FWD50 2020: Resilient Democracy

Published On Oct 5, 2020

FWD50 is a global digital government gathering held annually in Ottawa, Canada. Each year, technologists, executives, and industry come together for a week of content and discussion, focused on steering progress and innovation towards our better selves.

We’re covering a myriad of topics in 2020, and featuring some key speakers for each topic.

This year, one of our focuses will be around Resilient Democracy.

Trust in government is wavering around the world. Fake news, conspiracies, and a business model of outrage has ended reasonable discourse and healthy compromise. And while the “Forward” in FWD50 means we’re nonpartisan—neither left, nor right, but forward—we’re very partisan to the Charter of Rights and Freedoms and the Constitution.

With this in mind, we’re tackling democracy. We can disagree—but we must agree on how to resolve those disagreements if we are to function in modern society. So we’ve assembled speakers from tech giants, civic activism, and discussion platforms to look at how we restore trust in democratic institutions.


Relevant speakers

Richard Gingras helped found salon.com, and has worked in journalism and technology for three decades.
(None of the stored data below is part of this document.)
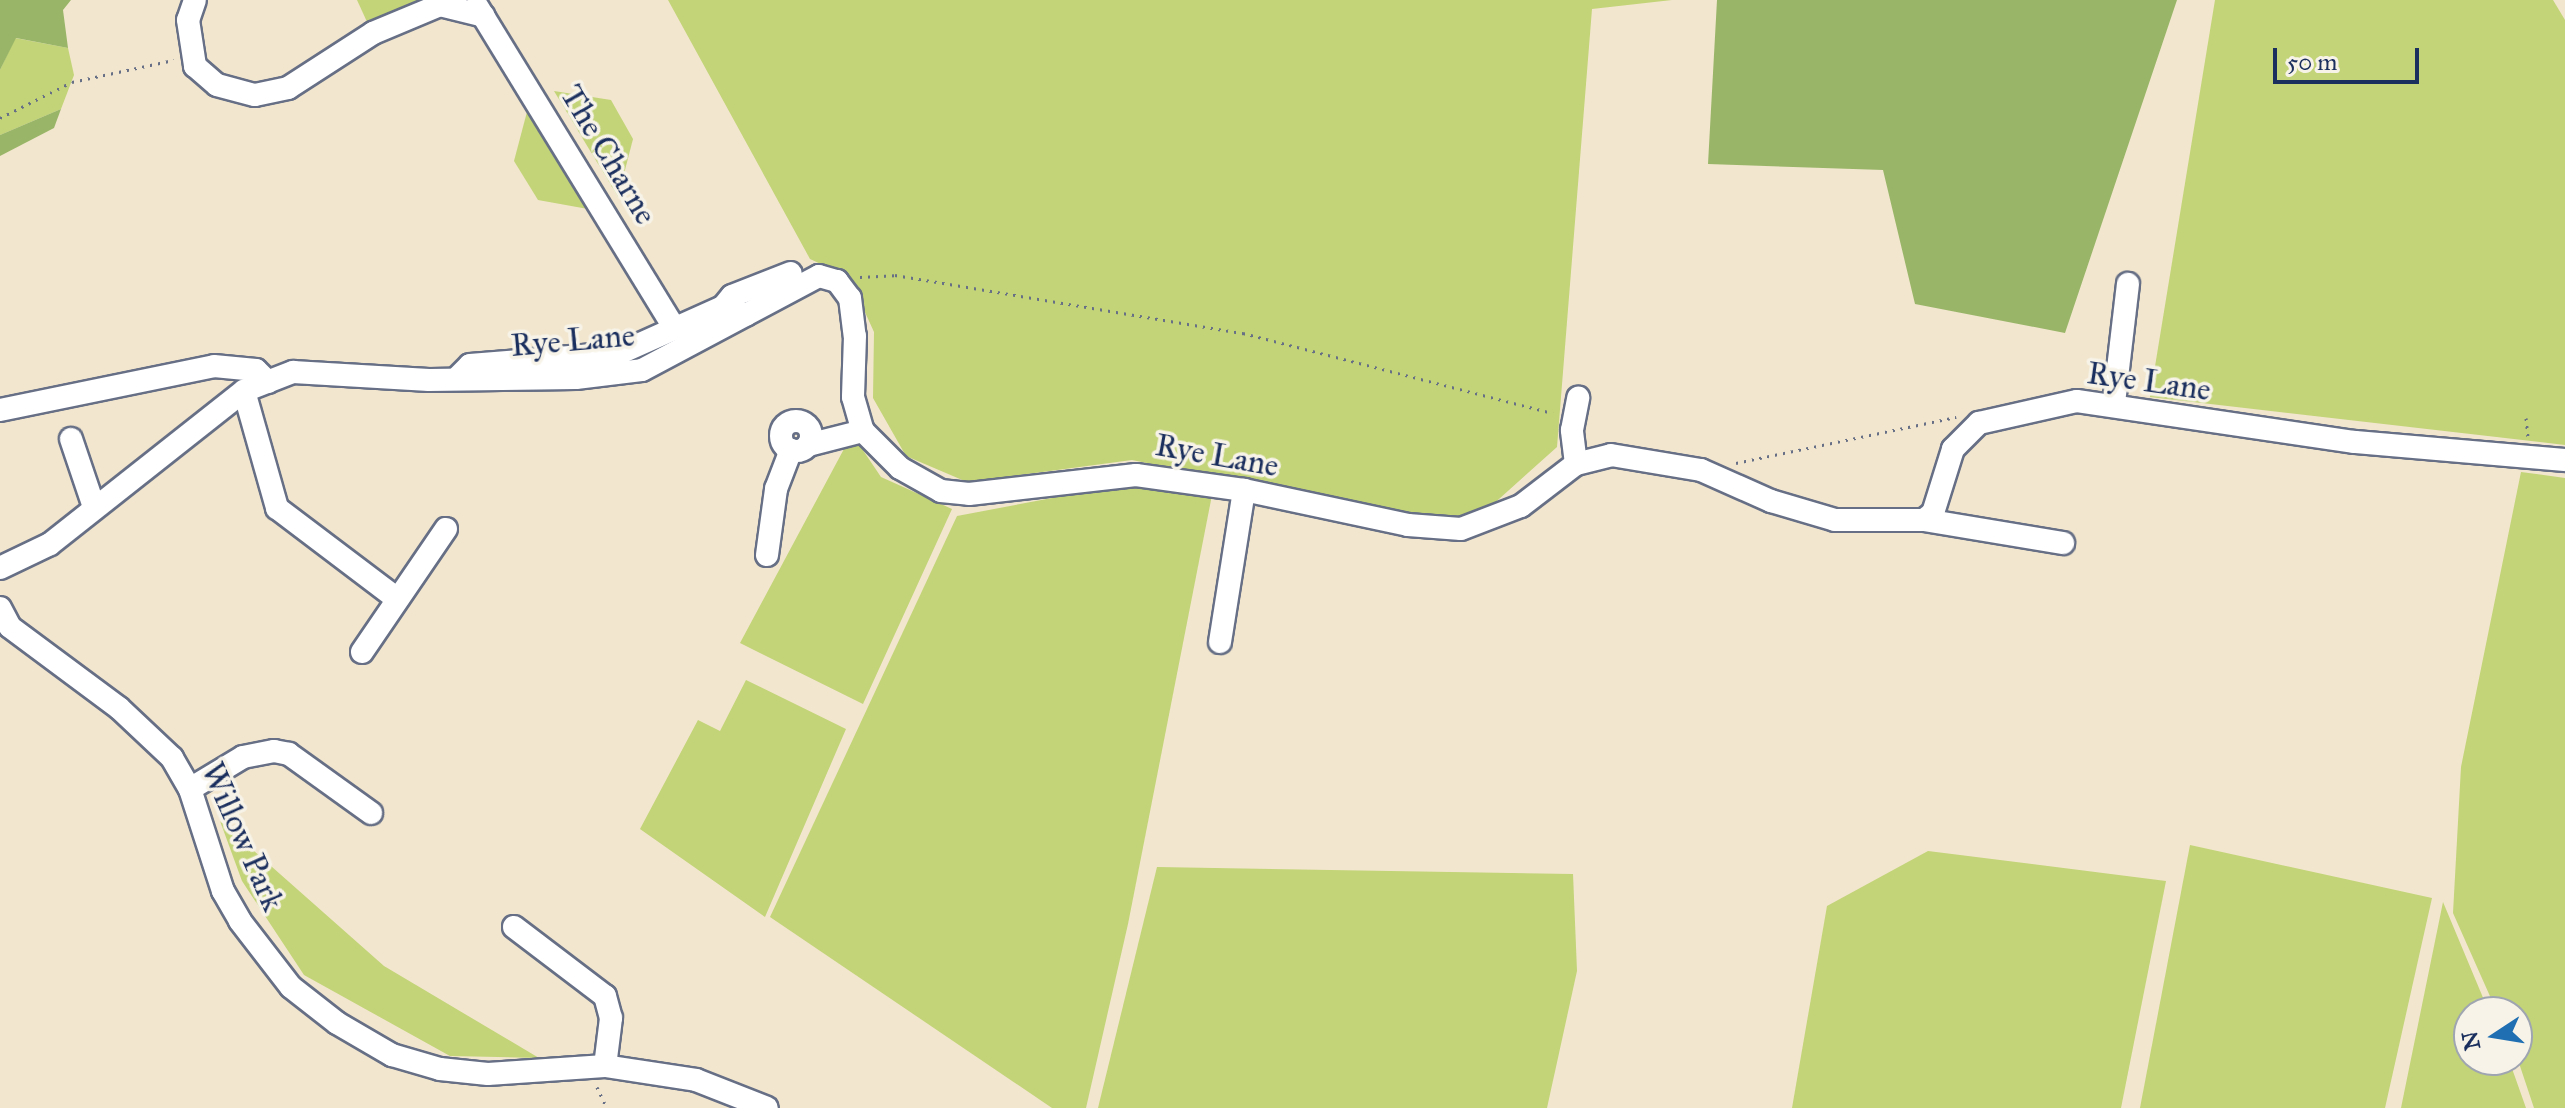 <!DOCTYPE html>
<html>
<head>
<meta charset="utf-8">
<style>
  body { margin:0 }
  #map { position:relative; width:2565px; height:1108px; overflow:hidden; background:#f2e6ce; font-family:"IM FELL Great Primer",serif }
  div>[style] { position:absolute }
  .green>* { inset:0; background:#c2d477 }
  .forest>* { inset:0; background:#99b668 }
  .path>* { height:3px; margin-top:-1.5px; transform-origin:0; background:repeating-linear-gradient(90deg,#666f85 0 2px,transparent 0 8px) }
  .roads { filter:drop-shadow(2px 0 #666f85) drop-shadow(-2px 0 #666f85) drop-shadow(0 2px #666f85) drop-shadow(0 -2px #666f85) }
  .minor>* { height:22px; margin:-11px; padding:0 11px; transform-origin:11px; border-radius:11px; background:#fff }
  .minor>.ring { margin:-11px; padding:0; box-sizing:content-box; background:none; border:22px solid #fff; border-radius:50% }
  span { translate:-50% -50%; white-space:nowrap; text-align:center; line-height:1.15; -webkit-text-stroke:7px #f7f3e8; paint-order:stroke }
  .street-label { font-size:32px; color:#1b2f5e }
  .north { position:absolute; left:2453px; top:996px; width:80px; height:80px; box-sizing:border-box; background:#f7f3e8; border:2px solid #9fa5b1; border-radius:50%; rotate:258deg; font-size:22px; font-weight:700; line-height:32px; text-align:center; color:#1b2f5e }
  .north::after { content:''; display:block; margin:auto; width:28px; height:36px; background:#1f6fb2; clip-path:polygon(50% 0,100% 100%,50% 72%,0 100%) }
  .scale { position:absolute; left:2273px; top:48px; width:146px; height:36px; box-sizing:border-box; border:4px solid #1b2f5e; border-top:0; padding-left:10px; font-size:24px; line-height:28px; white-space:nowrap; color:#1b2f5e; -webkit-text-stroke:6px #f7f3e8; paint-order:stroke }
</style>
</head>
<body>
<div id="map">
  <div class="green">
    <i style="clip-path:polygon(357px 0,423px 0,368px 24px)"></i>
    <i style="clip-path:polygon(668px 0,1672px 0,1592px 9px,1557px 447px,1479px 517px,1387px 512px,1132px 460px,967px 482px,906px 456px,873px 398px,874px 332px,849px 277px,810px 259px)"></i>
    <i style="clip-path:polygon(2215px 0,2553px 0,2565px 20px,2565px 445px,2150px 397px)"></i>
    <i style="clip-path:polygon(15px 38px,68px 48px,74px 75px,61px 109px,0 135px,0 70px)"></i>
    <i style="clip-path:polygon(554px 91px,611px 100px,633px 139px,618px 197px)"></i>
    <i style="clip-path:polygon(528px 108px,588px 209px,538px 200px,514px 161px)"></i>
    <i style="clip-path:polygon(852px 434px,881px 477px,952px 509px,863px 704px,740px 643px)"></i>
    <i style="clip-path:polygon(2521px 472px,2565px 478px,2565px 1108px,2534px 1108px,2517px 1057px,2517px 1012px,2497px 1012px,2453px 913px,2461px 767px)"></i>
    <i style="clip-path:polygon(1132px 483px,1212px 495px,1128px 924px,1086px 1108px,1052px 1108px,770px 917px,957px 516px)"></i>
    <i style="clip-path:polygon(746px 680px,846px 729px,765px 917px,640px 829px,698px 720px,720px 731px)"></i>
    <i style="clip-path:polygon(220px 821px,384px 966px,539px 1058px,450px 1056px,304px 975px,242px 881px)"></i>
    <i style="clip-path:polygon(2190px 845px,2432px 898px,2385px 1108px,2140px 1108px)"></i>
    <i style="clip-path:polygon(1928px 851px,2166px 881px,2121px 1108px,1792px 1108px,1827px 906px)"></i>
    <i style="clip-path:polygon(1157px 867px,1573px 874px,1577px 971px,1547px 1108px,1098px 1108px)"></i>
    <i style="clip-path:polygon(2443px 902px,2489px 1012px,2469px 1012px,2469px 1060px,2509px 1060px,2526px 1108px,2401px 1108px)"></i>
  </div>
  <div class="forest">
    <i style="clip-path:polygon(0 0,71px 0,63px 10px,68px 48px,16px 38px,0 70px)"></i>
    <i style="clip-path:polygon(1717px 0,2177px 0,2065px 333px,1915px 304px,1883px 170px,1708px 164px)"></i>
    <i style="clip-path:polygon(61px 109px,54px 128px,0 156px,0 135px)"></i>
  </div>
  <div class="path">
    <i style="left:0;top:118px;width:80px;rotate:-26.6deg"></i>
    <i style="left:72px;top:82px;width:104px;rotate:-12.2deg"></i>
    <i style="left:860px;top:277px;width:35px;rotate:-3deg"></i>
    <i style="left:895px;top:275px;width:353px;rotate:9.5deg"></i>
    <i style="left:1243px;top:333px;width:320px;rotate:14.5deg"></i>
    <i style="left:2526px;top:418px;width:19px;rotate:84deg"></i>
    <i style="left:1736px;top:463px;width:225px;rotate:-11.8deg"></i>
    <i style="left:597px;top:1087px;width:23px;rotate:65deg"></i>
  </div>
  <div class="roads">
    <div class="minor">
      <i style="left:195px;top:0;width:21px;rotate:109deg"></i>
      <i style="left:188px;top:20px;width:47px;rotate:81.3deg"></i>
      <i style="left:195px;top:66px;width:29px;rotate:41deg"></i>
      <i style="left:217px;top:85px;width:39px;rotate:15deg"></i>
      <i style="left:255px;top:95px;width:34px;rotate:-12deg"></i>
      <i style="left:288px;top:88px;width:101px;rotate:-32.9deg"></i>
      <i style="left:373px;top:33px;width:73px;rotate:-22.7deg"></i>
      <i style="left:440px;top:5px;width:45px;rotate:14deg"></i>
      <i style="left:477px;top:6px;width:379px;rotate:58.5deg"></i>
      <i style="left:723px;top:307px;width:14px;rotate:-51deg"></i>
      <i style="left:732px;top:296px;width:63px;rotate:-21.3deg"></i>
      <i style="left:457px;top:378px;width:18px;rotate:-45deg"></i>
      <i style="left:470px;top:365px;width:150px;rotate:-4.6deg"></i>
      <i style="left:620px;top:353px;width:113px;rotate:-24.1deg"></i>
      <i style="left:723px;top:307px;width:24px;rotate:19deg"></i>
      <i style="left:244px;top:391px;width:122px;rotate:74.2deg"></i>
      <i style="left:277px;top:508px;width:149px;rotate:37.1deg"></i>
      <i style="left:2114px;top:403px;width:120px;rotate:-83.3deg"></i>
      <i style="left:0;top:410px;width:218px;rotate:-11.6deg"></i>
      <i style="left:214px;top:366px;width:42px;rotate:5.4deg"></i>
      <i style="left:256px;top:370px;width:17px;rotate:45deg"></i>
      <i class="ring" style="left:781px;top:421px;width:8px;height:8px"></i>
      <i style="left:71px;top:439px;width:72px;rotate:71.3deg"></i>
      <i style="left:808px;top:445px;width:57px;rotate:-14.3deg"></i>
      <i style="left:1576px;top:464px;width:34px;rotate:-97deg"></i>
      <i style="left:1572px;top:430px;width:33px;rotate:-79deg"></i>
      <i style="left:1924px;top:520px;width:141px;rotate:9.4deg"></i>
      <i style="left:767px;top:555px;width:67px;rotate:-82.2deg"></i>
      <i style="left:776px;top:489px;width:42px;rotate:-69deg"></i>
      <i style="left:0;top:568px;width:55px;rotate:-25.6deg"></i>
      <i style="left:50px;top:544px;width:247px;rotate:-38.3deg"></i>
      <i style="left:244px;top:391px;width:53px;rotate:-21.2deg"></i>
      <i style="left:293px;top:372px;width:136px;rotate:3.4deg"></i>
      <i style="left:429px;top:380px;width:147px;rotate:-0.8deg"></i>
      <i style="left:576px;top:378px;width:66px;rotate:-6.9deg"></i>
      <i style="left:642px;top:370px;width:200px;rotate:-28deg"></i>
      <i style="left:819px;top:276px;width:19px;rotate:16deg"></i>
      <i style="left:837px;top:281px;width:21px;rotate:53deg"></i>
      <i style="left:850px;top:298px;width:38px;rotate:83deg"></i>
      <i style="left:855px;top:336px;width:61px;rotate:91.9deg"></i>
      <i style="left:853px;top:397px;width:35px;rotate:74deg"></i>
      <i style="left:863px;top:431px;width:52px;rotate:45deg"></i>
      <i style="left:900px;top:468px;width:47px;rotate:29.3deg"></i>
      <i style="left:941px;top:491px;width:28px;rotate:6deg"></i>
      <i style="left:969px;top:494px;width:168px;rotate:-6.5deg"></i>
      <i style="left:1136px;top:475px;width:109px;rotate:7.9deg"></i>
      <i style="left:1244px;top:490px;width:168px;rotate:12deg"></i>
      <i style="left:1408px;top:525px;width:53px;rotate:4.3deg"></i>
      <i style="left:1461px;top:529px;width:64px;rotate:-21deg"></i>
      <i style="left:1521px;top:506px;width:69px;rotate:-37.4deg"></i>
      <i style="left:1576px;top:464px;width:36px;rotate:-14deg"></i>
      <i style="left:1611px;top:455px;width:91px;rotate:9.5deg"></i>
      <i style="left:1701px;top:470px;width:77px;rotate:23.9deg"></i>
      <i style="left:1771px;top:501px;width:67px;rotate:16.5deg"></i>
      <i style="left:1835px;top:520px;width:89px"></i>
      <i style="left:1924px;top:520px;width:11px;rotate:-38deg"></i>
      <i style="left:1933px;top:513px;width:67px;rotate:-72.6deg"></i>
      <i style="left:1953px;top:449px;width:37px;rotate:-45deg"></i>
      <i style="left:1979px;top:423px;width:100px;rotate:-12.7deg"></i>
      <i style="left:2077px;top:401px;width:281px;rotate:8.4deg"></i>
      <i style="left:2355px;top:442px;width:211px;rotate:4.9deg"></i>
      <i style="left:0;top:608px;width:21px;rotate:62deg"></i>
      <i style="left:10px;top:627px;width:136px;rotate:36.6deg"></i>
      <i style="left:119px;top:708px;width:73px;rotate:43.3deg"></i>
      <i style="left:172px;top:758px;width:36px;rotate:60deg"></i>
      <i style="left:190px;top:789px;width:107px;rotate:72.1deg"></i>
      <i style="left:223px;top:891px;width:34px;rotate:60deg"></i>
      <i style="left:240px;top:921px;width:83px;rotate:52.3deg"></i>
      <i style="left:291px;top:987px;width:58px;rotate:38deg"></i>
      <i style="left:337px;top:1023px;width:64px;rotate:30.2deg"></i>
      <i style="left:392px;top:1055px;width:50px;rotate:16.3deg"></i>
      <i style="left:440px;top:1069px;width:48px;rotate:5.9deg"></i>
      <i style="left:488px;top:1074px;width:117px;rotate:-3.9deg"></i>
      <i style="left:605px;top:1066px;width:92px;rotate:8.7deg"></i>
      <i style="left:696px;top:1080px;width:76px;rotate:21.5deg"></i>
      <i style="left:1220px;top:642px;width:154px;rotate:-81deg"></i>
      <i style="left:362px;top:652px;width:149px;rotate:-55.7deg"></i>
      <i style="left:190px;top:789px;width:62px;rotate:-31.1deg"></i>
      <i style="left:243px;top:757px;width:32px;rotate:-11deg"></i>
      <i style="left:274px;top:751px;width:15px;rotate:11deg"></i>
      <i style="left:289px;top:754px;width:101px;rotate:35.7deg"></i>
      <i style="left:514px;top:927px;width:114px;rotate:37.2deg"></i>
      <i style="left:605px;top:996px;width:23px;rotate:75deg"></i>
      <i style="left:611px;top:1018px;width:48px;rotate:97.1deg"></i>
    </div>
  </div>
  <div class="street-label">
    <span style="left:608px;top:155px;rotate:59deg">The Charne</span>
    <span style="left:573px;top:341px;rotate:-5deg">Rye Lane</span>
    <span style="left:2149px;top:382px;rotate:8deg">Rye Lane</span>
    <span style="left:1217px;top:456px;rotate:10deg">Rye Lane</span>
    <span style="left:242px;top:837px;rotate:66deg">Willow Park</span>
  </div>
  <div class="north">N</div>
  <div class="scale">50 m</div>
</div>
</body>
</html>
Today, he’s VP of News at Google, where he launched the Google News Initiative and other tools for journalists and news providers.

Did you know Facebook has a “Supreme Court”? Ronaldo Lemos, and a team of legal scholars and ethicists, help guide the social platform’s decisions. He’s the Chief Scientific Officer for the Institute for Technology and Society in Rio de Janiero, and co-created Brazil’s Internet Bill of Rights Law in 2014.

How do you get people to have better conversations on political hot potatoes? As co-founder of the Lincoln Network, Rhodes Scholar Garrett Johnson took his experience in the US Senate Foreign Relations Committee and created a platform for reasoned discussion on today’s most polarizing—and important—topics.

The Good Party wants to apply Kickstarter-like backing mechanisms to strategic voting, in order to make elections about policies instead of personalities. The brainchild of Farhad Mohit (who created Bizrate, Shopzilla, and Flipagram—which became Tiktok), it uses free, open-source technology to disrupt politics and let citizens take back democracy.

Resilient Democracy is a term for our times—so much so that we have an entire morning of FWD50 devoted to it. Nick Chedli Carter works on fair, inclusive, resilient democracy, working as a Harvard Kennedy School Technology and Democracy Fellow.

Words matter. Dr. Yin Yin Lu spent years studying the rhetoric of Brexit tweets at the Oxford Internet Institute, working with the Rockefeller Foundation and the Alan Turing Institute. She’s fascinated by the language and mechanisms of digital media, and how they shape discourse within, and about, government.

Dipayan Ghosh directs the Digital Platforms & Democracy Project at the Harvard Kennedy School. A frequent critic of the impact of social media on civil discourse, he is the author of Terms of Disservice: How Silicon Valley is Destructive by Design.